Hacker News new | past | comments | ask | show | jobs | submit login
Sort Faster with FPGAs (hackaday.com)
86 points by szczys on Jan 20, 2016 | hide | past | favorite | 38 comments



I wonder how quickly routing resources will cause the fan-out time to hurt the speed of sort as well.

Also fun is Radix Sort. If you can guarantee a fixed size key(say 32bits) a Radix Sort will do O(kN) where k is usually 1-4 based on your cache line size. Destroys any other sort due to linear data reads by almost an order of magnitude in some cases. I've used on on some previous gigs to sort thousands of quads front-to-back in record time on some older ARM chips.


I remember we had a 'challenge' in our algorithms class to develop the fastest sort. I read a paper on how to write a fast Radix sort, and made what I thought was a pretty fast approach (if a little memory hungry). Combine that with some memory mapping and some other tweaks, and it was running in fractions of a second - 5-10x faster than C's built-in quicksort (if I recall correctly). The memory mapping in particular was a huge win.

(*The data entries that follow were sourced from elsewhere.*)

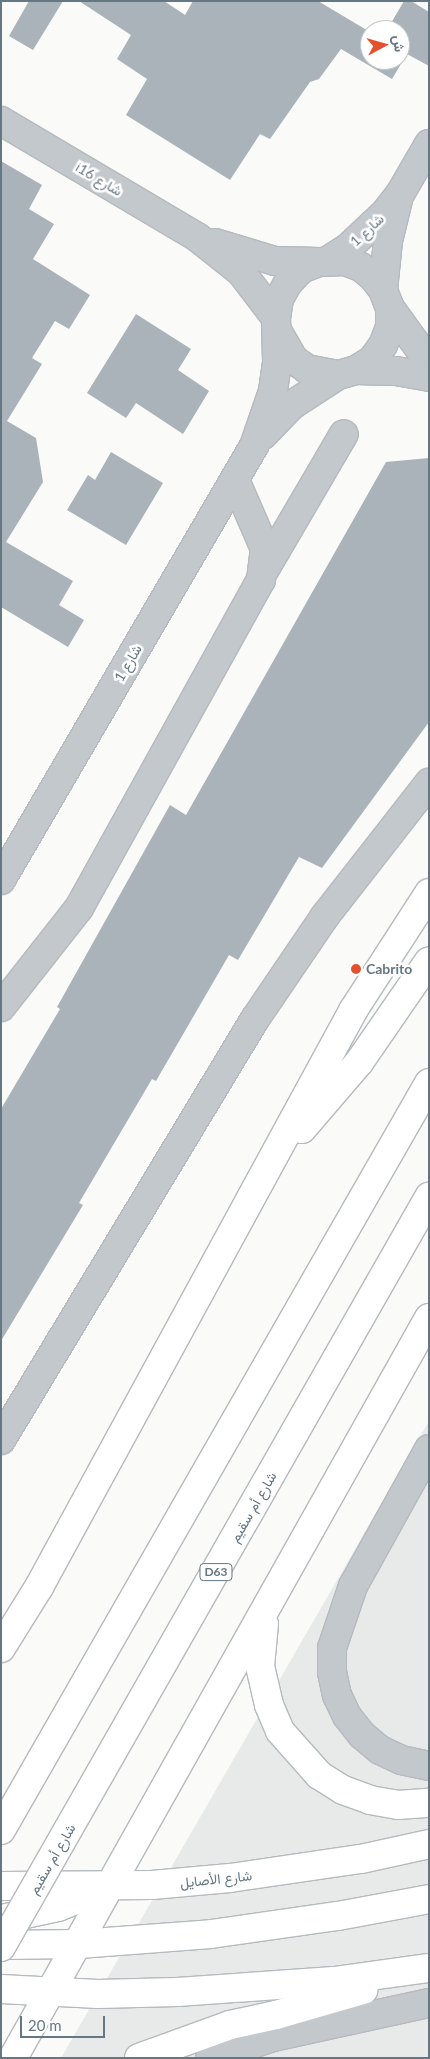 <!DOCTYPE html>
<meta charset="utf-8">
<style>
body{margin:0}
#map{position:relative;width:430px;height:2059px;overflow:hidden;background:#fafaf8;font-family:Lato,Vazirmatn,sans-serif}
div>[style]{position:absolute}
.built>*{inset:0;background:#e8e9e9}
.building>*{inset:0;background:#aab3b9}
.roads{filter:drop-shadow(1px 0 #b5babe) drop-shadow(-1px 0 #b5babe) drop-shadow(0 1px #b5babe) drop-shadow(0 -1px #b5babe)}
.minor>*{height:28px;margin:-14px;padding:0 14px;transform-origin:14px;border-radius:14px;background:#c3c8cc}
.major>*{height:28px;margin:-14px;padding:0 14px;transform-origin:14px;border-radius:14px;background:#fff}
.bridges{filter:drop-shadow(1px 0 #b5babe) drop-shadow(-1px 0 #b5babe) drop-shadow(0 1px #b5babe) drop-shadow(0 -1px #b5babe)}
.major-bridge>*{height:28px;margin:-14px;padding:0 14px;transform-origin:14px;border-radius:14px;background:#fff}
.dots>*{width:14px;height:14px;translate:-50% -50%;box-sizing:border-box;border:2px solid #fff;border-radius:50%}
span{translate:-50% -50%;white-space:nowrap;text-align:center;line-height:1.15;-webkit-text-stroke:5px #fff;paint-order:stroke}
.shield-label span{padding:1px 4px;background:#fff;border:1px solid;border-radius:4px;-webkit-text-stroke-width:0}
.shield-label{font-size:12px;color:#657783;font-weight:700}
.street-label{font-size:14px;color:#657783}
.poi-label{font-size:14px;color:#657783;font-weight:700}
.left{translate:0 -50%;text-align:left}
.frame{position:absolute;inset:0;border:2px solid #657783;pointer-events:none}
.north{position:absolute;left:360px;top:20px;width:50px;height:50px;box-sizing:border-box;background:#fff;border:1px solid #c1c9cd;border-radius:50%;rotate:84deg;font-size:14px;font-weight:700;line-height:20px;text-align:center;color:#657783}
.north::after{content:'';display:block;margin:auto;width:18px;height:22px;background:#e3512f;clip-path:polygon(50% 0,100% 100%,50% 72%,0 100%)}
.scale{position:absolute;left:20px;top:2016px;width:85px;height:22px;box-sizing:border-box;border:2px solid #657783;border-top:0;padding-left:6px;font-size:15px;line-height:18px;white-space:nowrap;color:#657783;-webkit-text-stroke:4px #fff;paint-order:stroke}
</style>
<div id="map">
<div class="built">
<i style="clip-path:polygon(429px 1421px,429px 2058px,61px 2058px)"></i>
</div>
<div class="building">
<i style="clip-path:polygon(29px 1px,63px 1px,33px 50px,9px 36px)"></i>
<i style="clip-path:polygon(79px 1px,164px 1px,185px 15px,193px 1px,318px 1px,370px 32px,370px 60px,400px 60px,400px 30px,387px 30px,404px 1px,411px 1px,429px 12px,429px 66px,407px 54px,392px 79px,341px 49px,319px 79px,310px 82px,270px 139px,260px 134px,230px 180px,126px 115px,147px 79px,117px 59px,131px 35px)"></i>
<i style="clip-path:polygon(1px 161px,42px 185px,29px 209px,54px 224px,33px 259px,90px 295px,69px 329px,55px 321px,32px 358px,42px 364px,7px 421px,36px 438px,43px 482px,6px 542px,73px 581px,59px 605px,84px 620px,68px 647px,1px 607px)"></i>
<i style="clip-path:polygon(136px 314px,191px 349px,178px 370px,209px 391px,183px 434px,136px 403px,126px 418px,87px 393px)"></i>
<i style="clip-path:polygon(111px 452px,163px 483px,126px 545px,67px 510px,88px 475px,95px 480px)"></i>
<i style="clip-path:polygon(429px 458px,429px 722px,322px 868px,299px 857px,238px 960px,229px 955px,156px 1081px,152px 1079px,79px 1203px,83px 1205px,1px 1341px,1px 1109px,60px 1009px,57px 1007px,170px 805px,186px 815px,386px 462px)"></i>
</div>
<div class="roads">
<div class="minor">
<i style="left:1px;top:121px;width:228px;rotate:30.6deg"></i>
<i style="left:197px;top:237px;width:56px;rotate:38.5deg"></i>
<i style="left:241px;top:272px;width:58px;rotate:52.7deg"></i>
<i style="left:215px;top:243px;width:63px;rotate:16.7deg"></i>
<i style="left:275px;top:261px;width:44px;rotate:1.3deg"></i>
<i style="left:329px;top:260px;width:24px;rotate:-33deg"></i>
<i style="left:349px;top:247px;width:50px;rotate:-43.4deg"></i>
<i style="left:385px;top:213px;width:24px;rotate:-52deg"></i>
<i style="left:400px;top:194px;width:58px;rotate:-59.9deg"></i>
<i style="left:383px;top:290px;width:49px;rotate:-84.2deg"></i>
<i style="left:388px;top:241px;width:42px;rotate:-76.3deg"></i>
<i style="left:390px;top:308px;width:67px;rotate:54.2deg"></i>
<i style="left:356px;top:370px;width:40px;rotate:1.4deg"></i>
<i style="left:396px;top:371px;width:34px;rotate:10deg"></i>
<i style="left:263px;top:435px;width:42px;rotate:-46deg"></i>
<i style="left:292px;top:405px;width:55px;rotate:-33.1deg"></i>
<i style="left:265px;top:569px;width:156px;rotate:-59.7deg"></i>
<i style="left:1px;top:880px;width:502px;rotate:-59.76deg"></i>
<i style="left:254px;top:446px;width:58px;rotate:-70.9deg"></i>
<i style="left:273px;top:391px;width:30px;rotate:-82deg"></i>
<i style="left:277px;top:361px;width:43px;rotate:-91.3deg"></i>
<i style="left:276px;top:318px;width:19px;rotate:-81deg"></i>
<i style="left:279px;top:299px;width:18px;rotate:-61deg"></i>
<i style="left:288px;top:283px;width:19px;rotate:-47deg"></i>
<i style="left:301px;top:269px;width:19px;rotate:-21deg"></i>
<i style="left:319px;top:262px;width:26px;rotate:-2deg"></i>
<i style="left:345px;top:261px;width:17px;rotate:21deg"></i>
<i style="left:361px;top:267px;width:16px;rotate:40deg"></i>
<i style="left:373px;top:277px;width:16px;rotate:52deg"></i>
<i style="left:383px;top:290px;width:19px;rotate:69deg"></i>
<i style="left:390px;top:308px;width:19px;rotate:90deg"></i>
<i style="left:390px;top:327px;width:19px;rotate:111deg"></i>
<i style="left:383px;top:345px;width:19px;rotate:126deg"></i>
<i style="left:372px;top:360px;width:19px;rotate:148deg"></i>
<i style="left:356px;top:370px;width:19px;rotate:164deg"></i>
<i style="left:338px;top:375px;width:32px;rotate:-169deg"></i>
<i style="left:307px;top:369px;width:16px;rotate:-145deg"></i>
<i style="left:294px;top:360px;width:32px;rotate:-120deg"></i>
<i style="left:1px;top:1007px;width:126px;rotate:-51.8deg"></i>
<i style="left:79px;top:908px;width:375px;rotate:-61deg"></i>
<i style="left:261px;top:580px;width:31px;rotate:-83deg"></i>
<i style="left:265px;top:549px;width:75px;rotate:-113.5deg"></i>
<i style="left:1px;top:1440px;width:492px;rotate:-58.9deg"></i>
<i style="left:255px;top:1019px;width:125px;rotate:-55.8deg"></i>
<i style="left:325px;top:916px;width:169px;rotate:-52deg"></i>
<i style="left:429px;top:1449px;width:157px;rotate:119deg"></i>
<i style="left:353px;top:1586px;width:65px;rotate:108.7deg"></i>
<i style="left:332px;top:1648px;width:24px;rotate:90deg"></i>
<i style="left:332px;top:1672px;width:24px;rotate:78deg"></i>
<i style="left:337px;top:1695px;width:23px;rotate:65deg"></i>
<i style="left:347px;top:1716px;width:24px;rotate:52deg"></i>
<i style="left:362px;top:1735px;width:23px;rotate:40deg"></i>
<i style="left:380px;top:1750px;width:23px;rotate:25deg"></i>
<i style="left:401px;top:1760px;width:29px;rotate:12deg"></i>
<i style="left:210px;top:2058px;width:66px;rotate:-18.4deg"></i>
<i style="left:273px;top:2037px;width:160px;rotate:-12.3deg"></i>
</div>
<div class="major">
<i style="left:302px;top:1129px;width:89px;rotate:-49.5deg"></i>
<i style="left:360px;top:1061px;width:121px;rotate:-55.4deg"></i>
<i style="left:264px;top:1624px;width:42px;rotate:95.4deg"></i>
<i style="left:260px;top:1666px;width:40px;rotate:77deg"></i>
<i style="left:269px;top:1705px;width:28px;rotate:67deg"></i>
<i style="left:280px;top:1731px;width:59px;rotate:48.4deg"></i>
<i style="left:319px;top:1775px;width:28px;rotate:32deg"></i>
<i style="left:343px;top:1790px;width:29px;rotate:20deg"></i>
<i style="left:370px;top:1800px;width:28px;rotate:10deg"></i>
<i style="left:398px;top:1805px;width:31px;rotate:-4deg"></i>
<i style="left:1px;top:1648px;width:72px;rotate:-58.1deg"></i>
<i style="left:39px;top:1587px;width:658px;rotate:-61.41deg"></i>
<i style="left:354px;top:1009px;width:138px;rotate:-57.1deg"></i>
<i style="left:1px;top:1830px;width:861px;rotate:-60.19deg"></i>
<i style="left:1px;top:1886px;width:151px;rotate:-0.4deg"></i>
<i style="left:152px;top:1885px;width:78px;rotate:-5.1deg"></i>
<i style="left:230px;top:1878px;width:132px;rotate:-8.3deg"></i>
<i style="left:361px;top:1859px;width:70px;rotate:-12.4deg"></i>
<i style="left:2px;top:1919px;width:57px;rotate:-12.1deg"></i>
<i style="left:58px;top:1907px;width:40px;rotate:-22deg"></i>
<i style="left:1px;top:1945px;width:78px;rotate:-0.7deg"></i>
<i style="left:79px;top:1944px;width:132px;rotate:-4.3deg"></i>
<i style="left:211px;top:1934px;width:128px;rotate:-8.1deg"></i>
<i style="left:338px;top:1916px;width:93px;rotate:-10.6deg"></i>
<i style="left:1px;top:1989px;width:97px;rotate:3deg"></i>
<i style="left:98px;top:1994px;width:79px;rotate:-1.5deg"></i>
<i style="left:177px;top:1992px;width:157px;rotate:-4deg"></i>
<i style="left:334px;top:1981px;width:96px;rotate:-7.8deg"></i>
<i style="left:13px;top:2058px;width:849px;rotate:-60.66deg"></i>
<i style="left:139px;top:2058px;width:97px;rotate:-19.9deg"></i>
<i style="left:230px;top:2025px;width:47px;rotate:-12.3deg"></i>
<i style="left:276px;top:2015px;width:91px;rotate:-16deg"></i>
</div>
</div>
<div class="bridges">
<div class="major-bridge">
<i style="left:1px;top:1947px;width:864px;rotate:-60.29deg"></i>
</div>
</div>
<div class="dots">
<i style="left:356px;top:969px;background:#e3512f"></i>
</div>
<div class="shield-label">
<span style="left:216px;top:1572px">D63</span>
</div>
<div class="street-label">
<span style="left:99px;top:179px;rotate:31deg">شارع 16ا</span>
<span style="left:367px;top:230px;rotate:-43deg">شارع 1</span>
<span style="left:128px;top:663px;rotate:-60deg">شارع 1</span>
<span style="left:253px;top:1507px;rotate:-60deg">شارع أم سقيم</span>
<span style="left:52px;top:1859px;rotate:-60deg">شارع أم سقيم</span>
<span style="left:216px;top:1879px;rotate:-6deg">شارع الأصايل</span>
</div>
<div class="poi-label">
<span class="left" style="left:366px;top:969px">Cabrito</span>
</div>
<div class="frame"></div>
<div class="north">ش</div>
<div class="scale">20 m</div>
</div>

Unfortunately that professor was a bit of a ... well an odd fellow. On his "benchmark framework" he had a program that ran between test runs that would essentially allocate all memory on the system until it was using tons of swap. So my butt-kicking algorithm actually performed quite poorly due to memory mapping and large allocations not working particularly well on a machine that's in such a horrendous state. That would have been fine, except for the fact that he didn't inform us of this particular detail at all, so I only found out about it after the fact.

Even still, that challenge was tremendous fun, and I learned a whole lot about both the algorithm and the machine in the process. There's lots of optimizations you can make when you know more about the kind of data (and keys) and the distribution of this data. Very fun.


Yeah, Radix can get a bit memory hungry if you don't pick a small enough k(although you trade that for more passes through the data).

That sounds like not much of a benchmark to me. Did he have any reasoning behind it?


O(kN)

If this is trolling you're doing a very good job.


Not particularly.

I'll probably get downvoted but I'm not a huge fan of Big-O notation(hence the k). It's very hand-wavey about the things that have a significant impact on performance(like cache misses).

Great from the ivory tower of academia but down in the real world we like things that run fast :).


Perhaps you already know this, in which case I'm sorry for being pedantic.

There are portions of the academy that also care about constant factors. They would write what, I think, you mean by O(kN) as k * N.

If you need more precision, such as: "There's an order N term with constant factor k and some lower order terms whose constants I don't know (or don't care to calculate)", you could write that as: k * N + o(N). The little o means terms that grow strictly slower than N.

Edit: formatting

Edit2: I should have conceded that I'm not aware of anyone who attempts to use O-notation to talk about cache goodness. That certainly is swept under the covers of "Assume a perfect RAM machine" :P


I agree with you and I meant it as a genuine complement.


Thanks, I'll have to re-train my complement detector :).

I enjoy breaking out Radix because it's one of those thing's that's so unintuitive when you come at it from a traditional CS perspective. AFAIK the only book I'm aware of that approaches data structures with a consideration for this type of performance is Real-Time Collision Detection(which is basically datastructures for 3D spatial domains).


If you're complaining because it's faster than O(N*log(N)), the fixed key size guarantees you'll never meet a sufficiently large N which is required when doing big-oh analysis.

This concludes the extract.